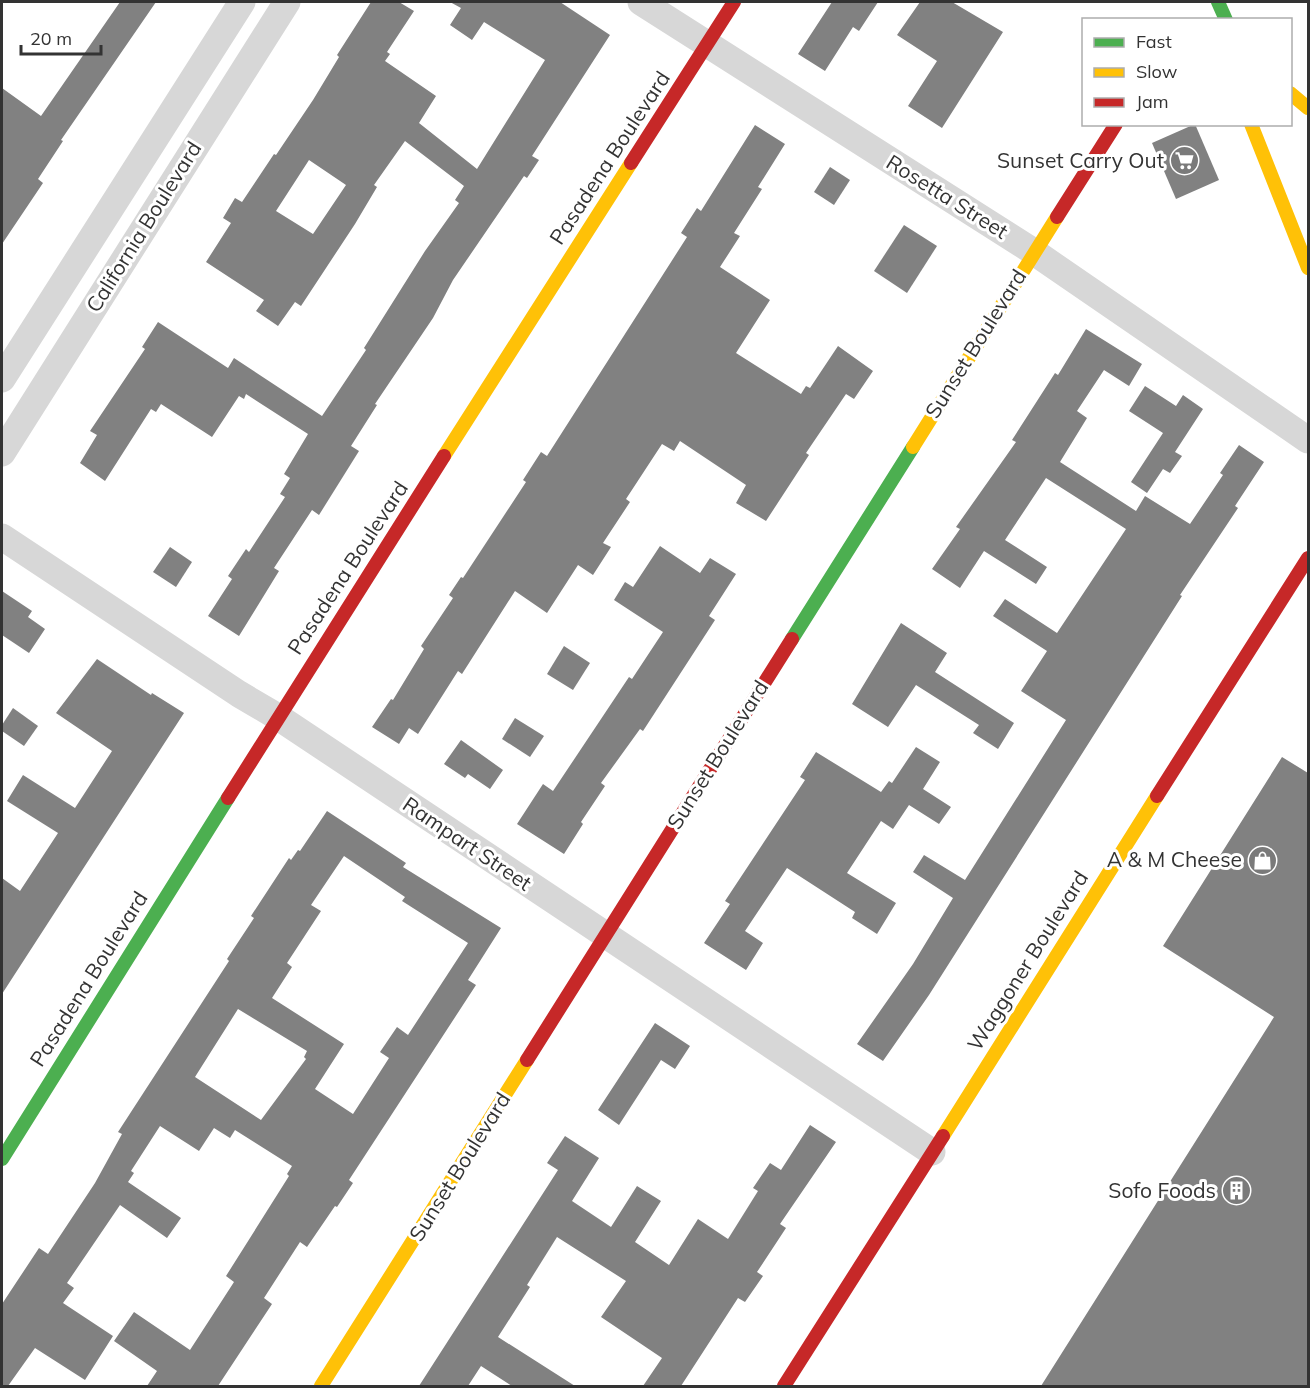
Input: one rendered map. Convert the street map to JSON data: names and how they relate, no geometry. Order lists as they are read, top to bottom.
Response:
{
  "streets": {
    "street": [
      "Pasadena Boulevard",
      "Rosetta Street",
      "California Boulevard",
      "Sunset Boulevard",
      "Rampart Street",
      "Waggoner Boulevard"
    ]
  },
  "crossings": [
    ["Pasadena Boulevard", "Rosetta Street"],
    ["Pasadena Boulevard", "Rampart Street"],
    ["Rosetta Street", "Sunset Boulevard"],
    ["Sunset Boulevard", "Rampart Street"],
    ["Rampart Street", "Waggoner Boulevard"]
  ],
  "places": {
    "supermarket": ["Sunset Carry Out"],
    "shop": ["A & M Cheese"],
    "building": ["Sofo Foods"]
  },
  "legend": ["Fast", "Slow", "Jam"],
  "scale_bar": "20 m"
}
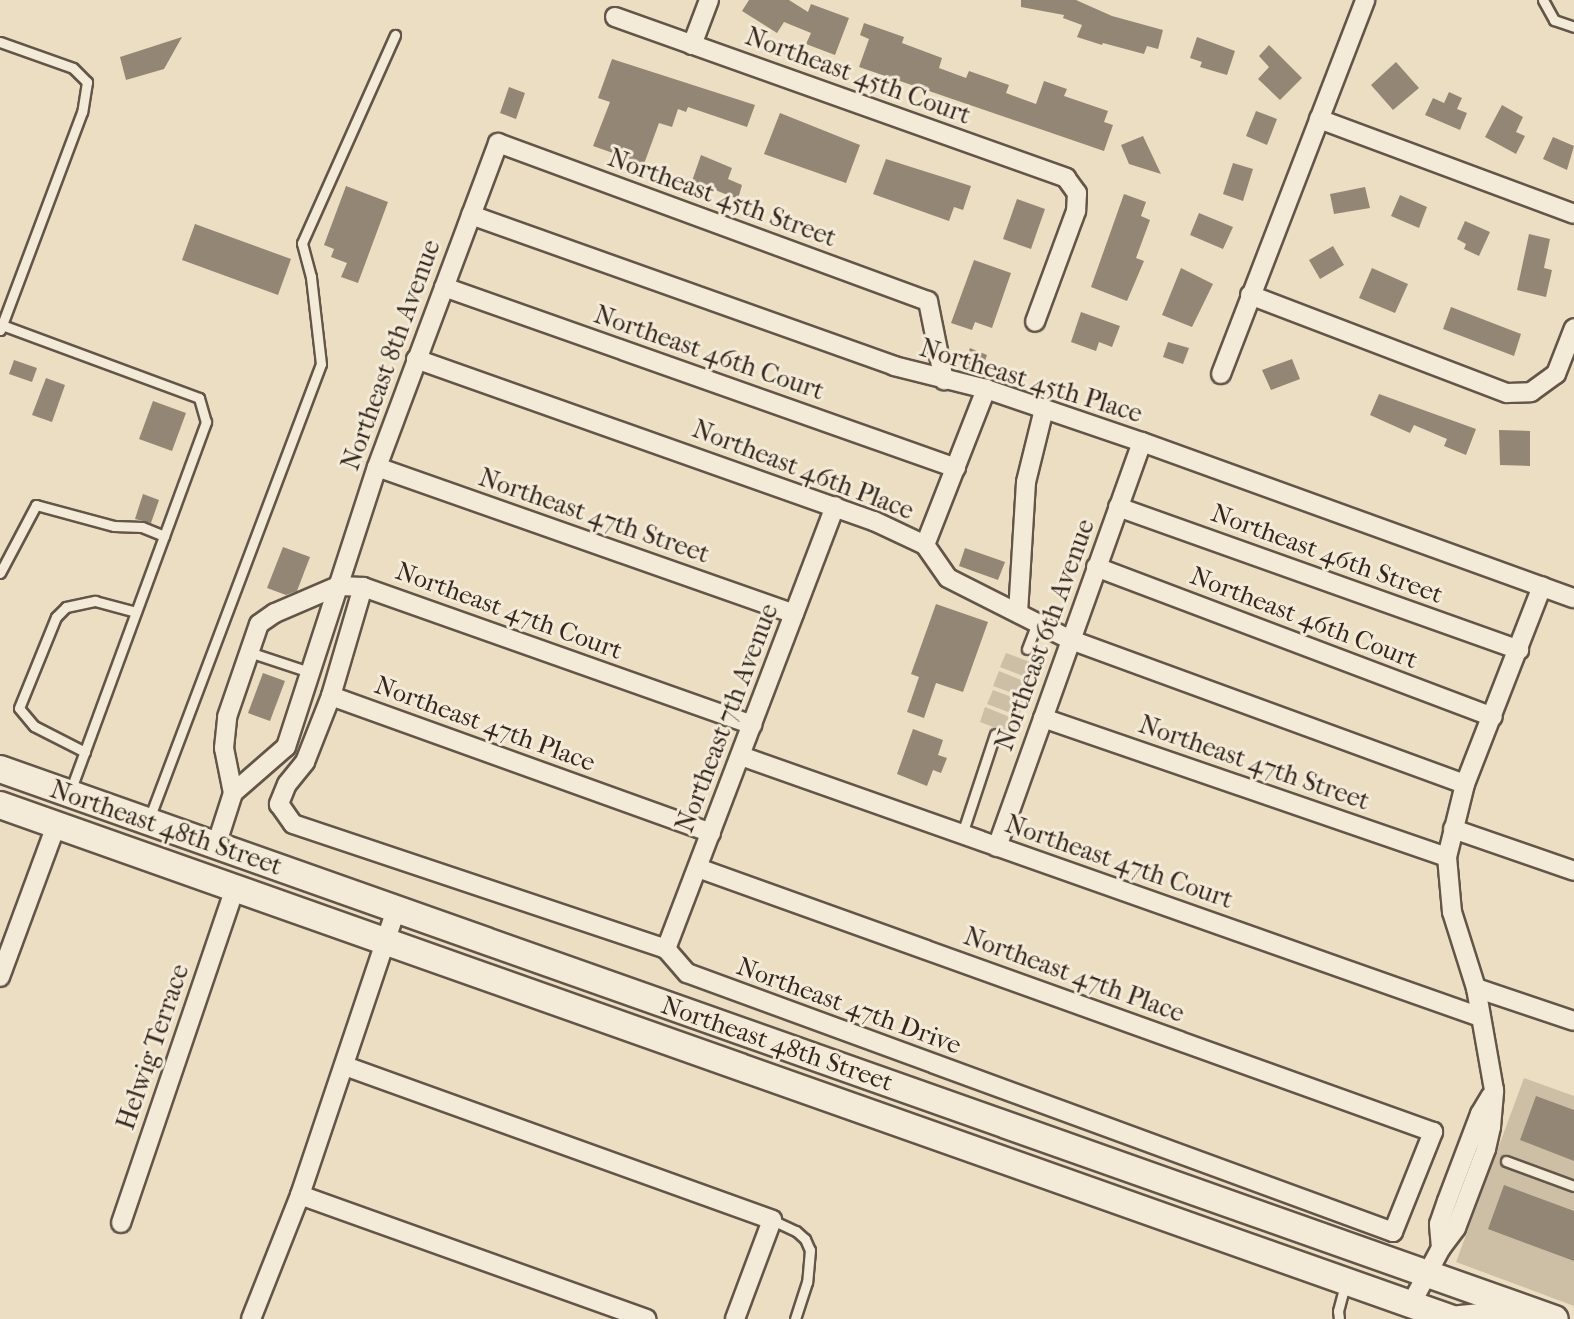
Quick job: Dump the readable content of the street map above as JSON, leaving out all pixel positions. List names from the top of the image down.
{
  "streets": {
    "main road": ["Northeast 48th Street"],
    "street": [
      "Northeast 45th Court",
      "Northeast 45th Street",
      "Northeast 46th Court",
      "Northeast 8th Avenue",
      "Northeast 45th Place",
      "Northeast 46th Place",
      "Northeast 47th Street",
      "Northeast 46th Street",
      "Northeast 47th Court",
      "Northeast 6th Avenue",
      "Northeast 7th Avenue",
      "Northeast 47th Place",
      "Northeast 47th Drive",
      "Helwig Terrace"
    ]
  },
  "crossings": [
    ["Northeast 45th Street", "Northeast 8th Avenue"],
    ["Northeast 45th Street", "Northeast 45th Place"],
    ["Northeast 46th Court", "Northeast 8th Avenue"],
    ["Northeast 46th Court", "Northeast 6th Avenue"],
    ["Northeast 8th Avenue", "Northeast 45th Place"],
    ["Northeast 8th Avenue", "Northeast 46th Place"],
    ["Northeast 8th Avenue", "Northeast 47th Street"],
    ["Northeast 8th Avenue", "Northeast 47th Court"],
    ["Northeast 45th Place", "Northeast 6th Avenue"],
    ["Northeast 46th Place", "Northeast 6th Avenue"],
    ["Northeast 46th Place", "Northeast 7th Avenue"],
    ["Northeast 47th Street", "Northeast 6th Avenue"],
    ["Northeast 47th Street", "Northeast 7th Avenue"],
    ["Northeast 46th Street", "Northeast 6th Avenue"],
    ["Northeast 47th Court", "Northeast 6th Avenue"],
    ["Northeast 47th Court", "Northeast 7th Avenue"],
    ["Northeast 7th Avenue", "Northeast 47th Place"],
    ["Northeast 7th Avenue", "Northeast 47th Drive"],
    ["Northeast 47th Place", "Northeast 47th Drive"],
    ["Northeast 48th Street", "Helwig Terrace"]
  ]
}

━━━━━━━━━━━━━━━━

▸ **Try it**
Copy every line in the records above that contains the word "Rosetta".

▸ **Answer for the task**
      "Rosetta Street",
    ["Pasadena Boulevard", "Rosetta Street"],
    ["Rosetta Street", "Sunset Boulevard"],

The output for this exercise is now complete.